La société de M. Grantcharov, Surgical Safety Technologies, n’est pas la seule à déployer l’IA pour analyser les opérations chirurgicales. De nombreuses entreprises de matériel médical sont déjà présentes dans cet espace, notamment Medtronic avec sa plateforme Touch Surgery, Johnson & Johnson avec C-SATS et Intuitive Surgical avec Case Insights.

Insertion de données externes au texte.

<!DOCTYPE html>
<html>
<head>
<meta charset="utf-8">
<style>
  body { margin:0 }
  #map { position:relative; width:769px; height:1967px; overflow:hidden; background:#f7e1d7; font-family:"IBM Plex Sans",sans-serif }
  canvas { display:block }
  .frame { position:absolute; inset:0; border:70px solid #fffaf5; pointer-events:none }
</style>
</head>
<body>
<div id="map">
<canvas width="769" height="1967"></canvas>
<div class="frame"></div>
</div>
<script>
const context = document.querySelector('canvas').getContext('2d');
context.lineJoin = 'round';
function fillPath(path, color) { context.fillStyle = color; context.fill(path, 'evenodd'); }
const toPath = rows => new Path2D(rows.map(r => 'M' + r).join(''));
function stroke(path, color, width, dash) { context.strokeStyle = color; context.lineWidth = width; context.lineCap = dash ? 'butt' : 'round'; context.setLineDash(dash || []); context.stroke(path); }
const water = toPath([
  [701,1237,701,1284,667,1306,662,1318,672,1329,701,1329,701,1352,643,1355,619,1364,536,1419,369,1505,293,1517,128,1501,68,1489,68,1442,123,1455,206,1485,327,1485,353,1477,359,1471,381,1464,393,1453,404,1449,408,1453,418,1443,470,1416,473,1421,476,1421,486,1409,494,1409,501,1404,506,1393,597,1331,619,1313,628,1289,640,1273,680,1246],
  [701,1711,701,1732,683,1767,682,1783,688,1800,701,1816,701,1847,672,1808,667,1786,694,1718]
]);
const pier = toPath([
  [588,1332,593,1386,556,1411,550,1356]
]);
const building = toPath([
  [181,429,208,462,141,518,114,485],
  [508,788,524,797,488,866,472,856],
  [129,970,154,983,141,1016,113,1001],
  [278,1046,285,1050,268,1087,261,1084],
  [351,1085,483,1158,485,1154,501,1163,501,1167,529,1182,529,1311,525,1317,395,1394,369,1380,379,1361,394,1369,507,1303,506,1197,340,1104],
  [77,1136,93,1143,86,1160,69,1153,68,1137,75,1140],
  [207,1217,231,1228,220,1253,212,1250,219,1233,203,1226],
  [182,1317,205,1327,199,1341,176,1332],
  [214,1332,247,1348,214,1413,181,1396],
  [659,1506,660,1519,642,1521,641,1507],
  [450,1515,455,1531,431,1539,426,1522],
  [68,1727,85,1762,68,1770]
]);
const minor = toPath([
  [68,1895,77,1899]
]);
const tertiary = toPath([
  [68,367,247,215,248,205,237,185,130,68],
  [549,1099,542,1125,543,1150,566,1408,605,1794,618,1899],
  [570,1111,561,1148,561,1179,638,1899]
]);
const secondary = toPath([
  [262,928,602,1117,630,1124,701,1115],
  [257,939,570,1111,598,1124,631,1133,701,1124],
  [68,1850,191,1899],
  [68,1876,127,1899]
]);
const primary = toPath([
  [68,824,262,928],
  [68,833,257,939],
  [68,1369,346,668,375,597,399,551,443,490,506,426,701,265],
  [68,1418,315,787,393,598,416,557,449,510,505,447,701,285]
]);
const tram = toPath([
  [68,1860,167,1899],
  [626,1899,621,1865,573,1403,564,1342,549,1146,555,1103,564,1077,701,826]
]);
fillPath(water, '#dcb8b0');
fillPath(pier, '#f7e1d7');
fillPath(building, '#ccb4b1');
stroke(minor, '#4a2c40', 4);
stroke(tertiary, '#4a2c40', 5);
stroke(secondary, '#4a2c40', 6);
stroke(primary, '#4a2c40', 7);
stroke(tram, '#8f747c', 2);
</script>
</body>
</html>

Mais la plupart d’entre elles se concentrent uniquement sur ce qui se passe à l’intérieur du corps des patients, en capturant uniquement des vidéos peropératoires. M. Grantcharov souhaite capturer la salle d’opération dans son ensemble, du nombre de fois où la porte est ouverte au nombre de conversations non liées à un cas qui ont lieu pendant une opération. « Les gens ont simplifié la chirurgie en la réduisant aux seules compétences techniques », explique-t-il. « Il faut étudier l’environnement de la salle d’opération de manière globale.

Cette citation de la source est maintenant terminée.